Saved data entries:
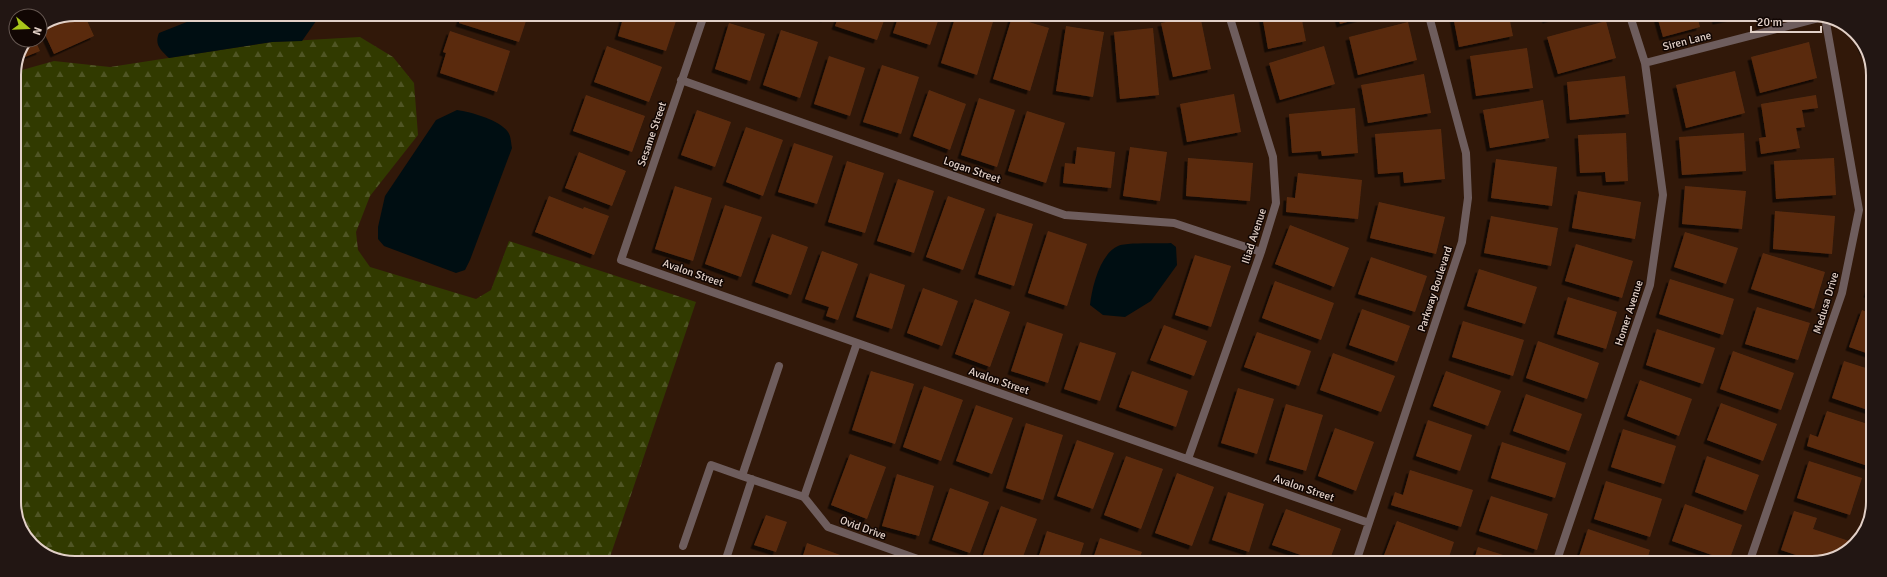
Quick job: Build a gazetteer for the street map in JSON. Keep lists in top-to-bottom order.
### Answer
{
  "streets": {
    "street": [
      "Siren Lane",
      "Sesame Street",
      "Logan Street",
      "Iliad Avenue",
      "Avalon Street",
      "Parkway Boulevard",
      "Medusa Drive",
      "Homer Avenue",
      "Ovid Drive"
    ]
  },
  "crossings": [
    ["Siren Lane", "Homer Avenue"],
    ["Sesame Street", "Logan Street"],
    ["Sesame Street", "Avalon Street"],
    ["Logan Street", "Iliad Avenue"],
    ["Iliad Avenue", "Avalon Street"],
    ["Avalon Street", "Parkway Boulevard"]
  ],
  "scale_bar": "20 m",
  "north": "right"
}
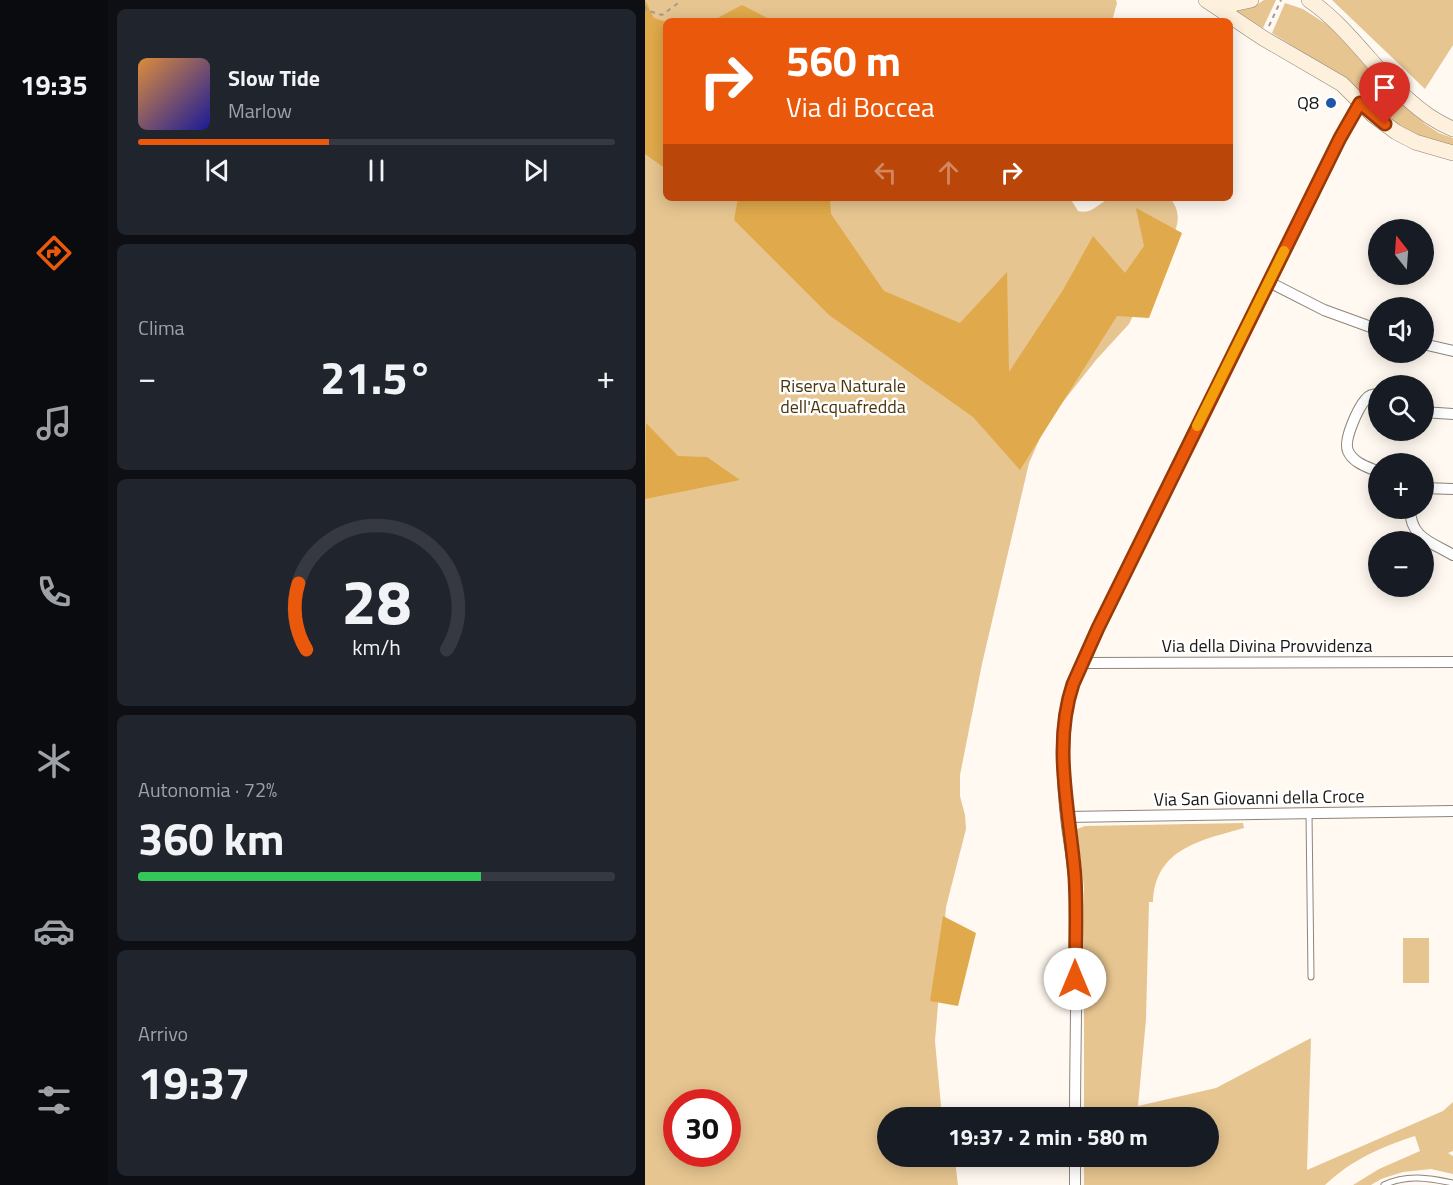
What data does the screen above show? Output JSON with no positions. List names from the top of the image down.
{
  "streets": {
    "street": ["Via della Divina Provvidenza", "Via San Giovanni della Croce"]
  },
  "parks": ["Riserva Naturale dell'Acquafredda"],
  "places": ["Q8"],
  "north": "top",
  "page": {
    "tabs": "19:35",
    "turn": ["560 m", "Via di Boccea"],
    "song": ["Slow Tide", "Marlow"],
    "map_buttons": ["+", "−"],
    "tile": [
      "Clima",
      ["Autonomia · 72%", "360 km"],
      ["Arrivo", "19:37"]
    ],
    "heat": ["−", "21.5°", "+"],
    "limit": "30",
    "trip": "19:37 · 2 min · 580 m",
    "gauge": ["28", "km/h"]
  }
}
* * *
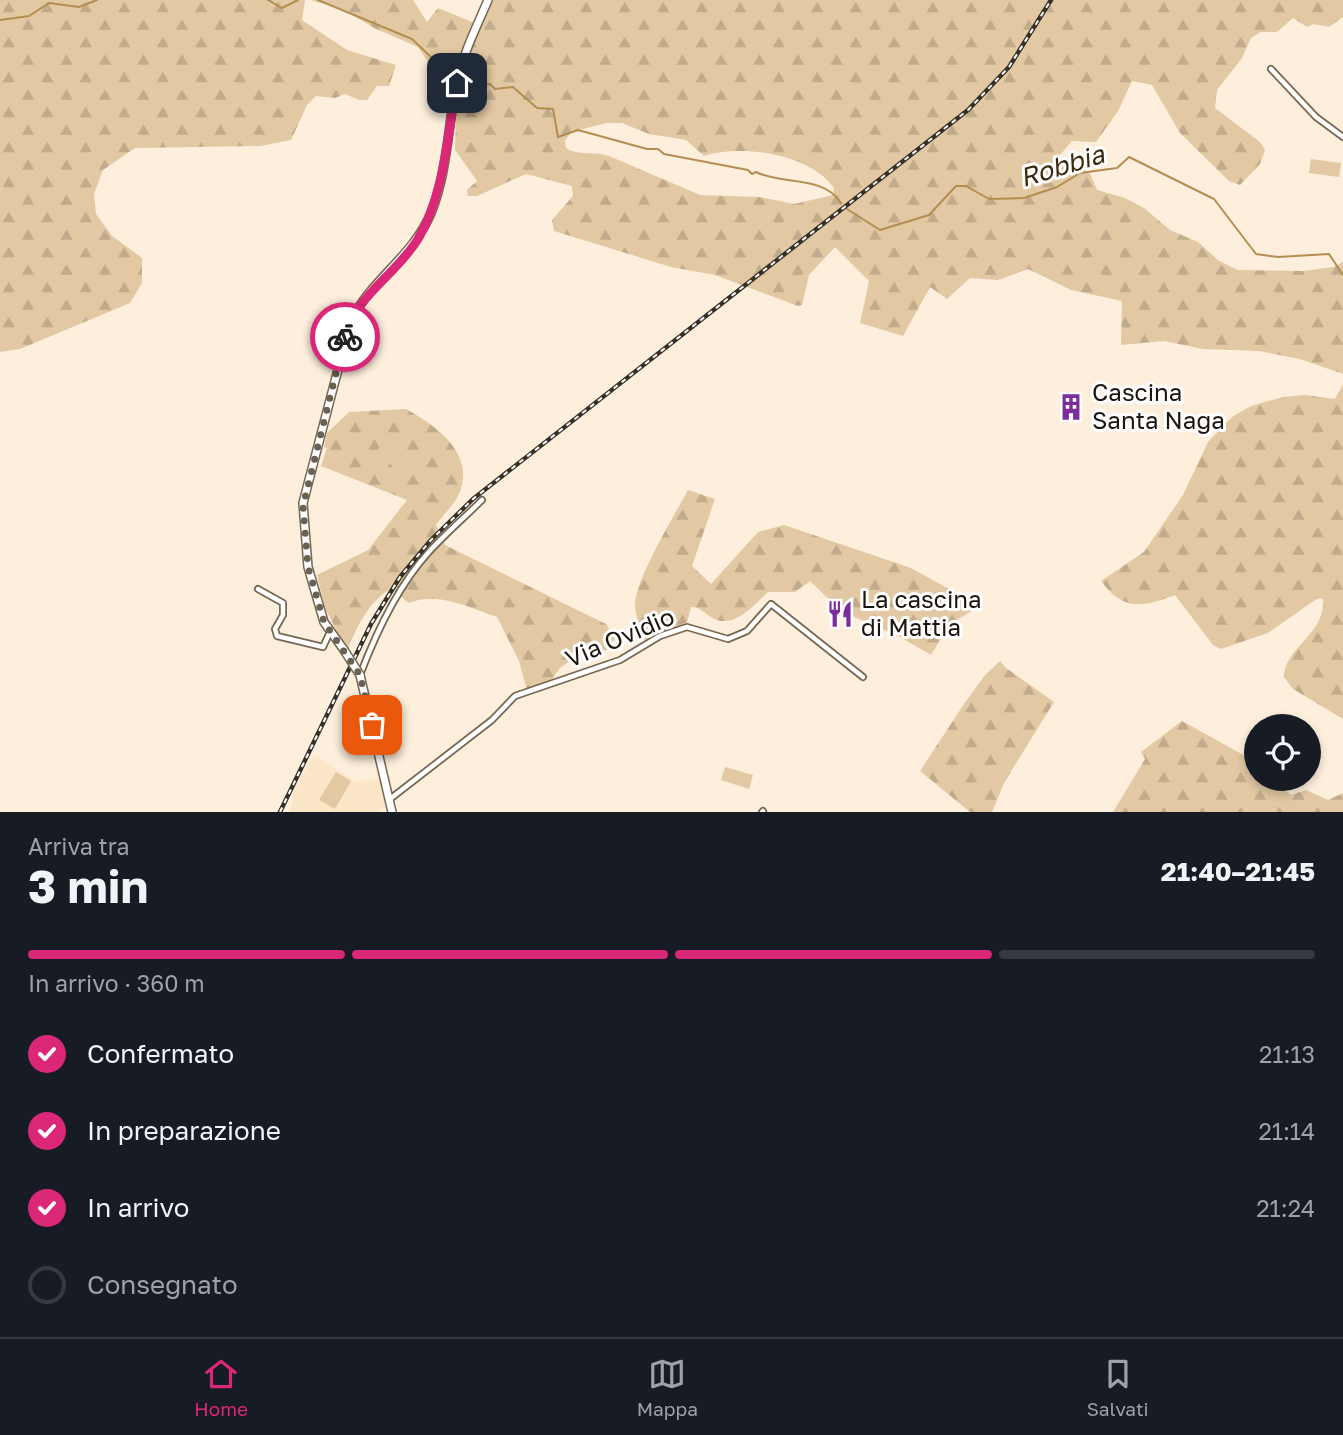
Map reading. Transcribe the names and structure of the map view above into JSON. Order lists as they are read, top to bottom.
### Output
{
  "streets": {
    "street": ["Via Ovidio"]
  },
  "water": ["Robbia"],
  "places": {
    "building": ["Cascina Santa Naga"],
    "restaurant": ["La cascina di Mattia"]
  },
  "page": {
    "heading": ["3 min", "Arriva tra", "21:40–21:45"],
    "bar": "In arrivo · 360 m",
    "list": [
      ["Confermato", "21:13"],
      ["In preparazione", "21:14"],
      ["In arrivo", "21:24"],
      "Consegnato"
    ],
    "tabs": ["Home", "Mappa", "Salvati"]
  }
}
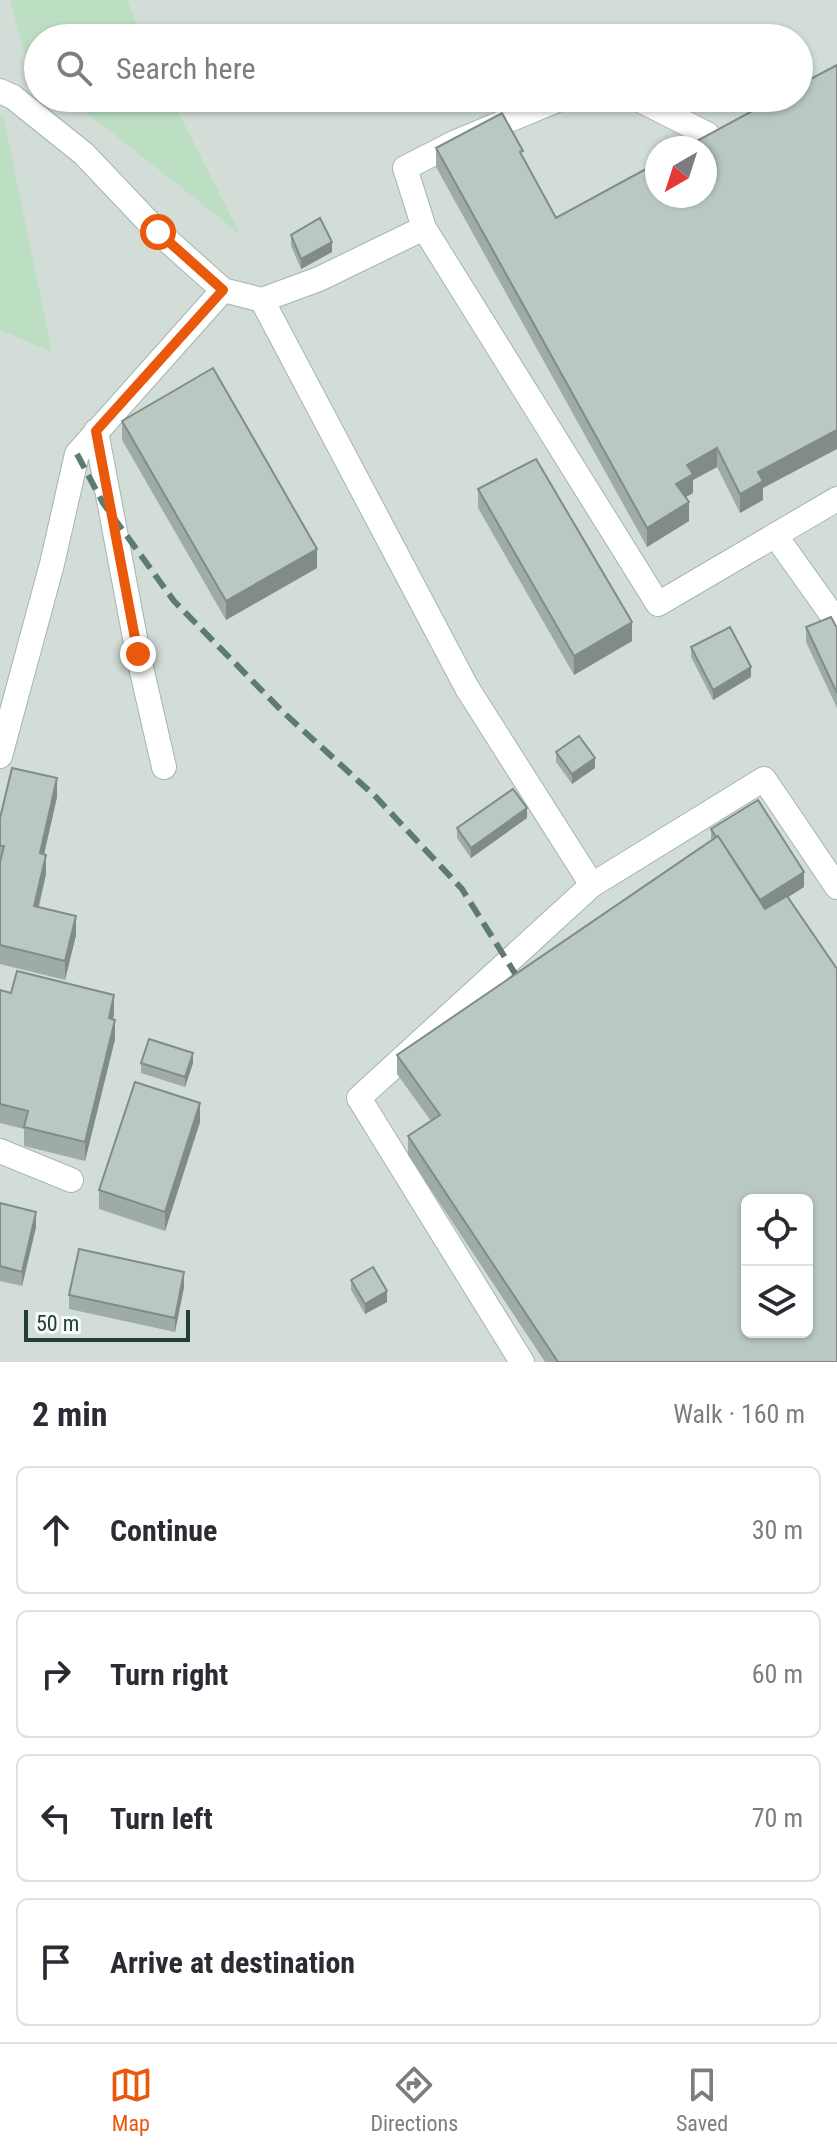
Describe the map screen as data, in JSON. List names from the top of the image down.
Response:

**Assigned task:** Read through the entries and copy each line in which "lists" appears.

**Output for this task:**
Quick job: Build a gazetteer for the street map in JSON. Keep lists in top-to-bottom order.
Map reading. Transcribe the names and structure of the map view above into JSON. Order lists as they are read, top to bottom.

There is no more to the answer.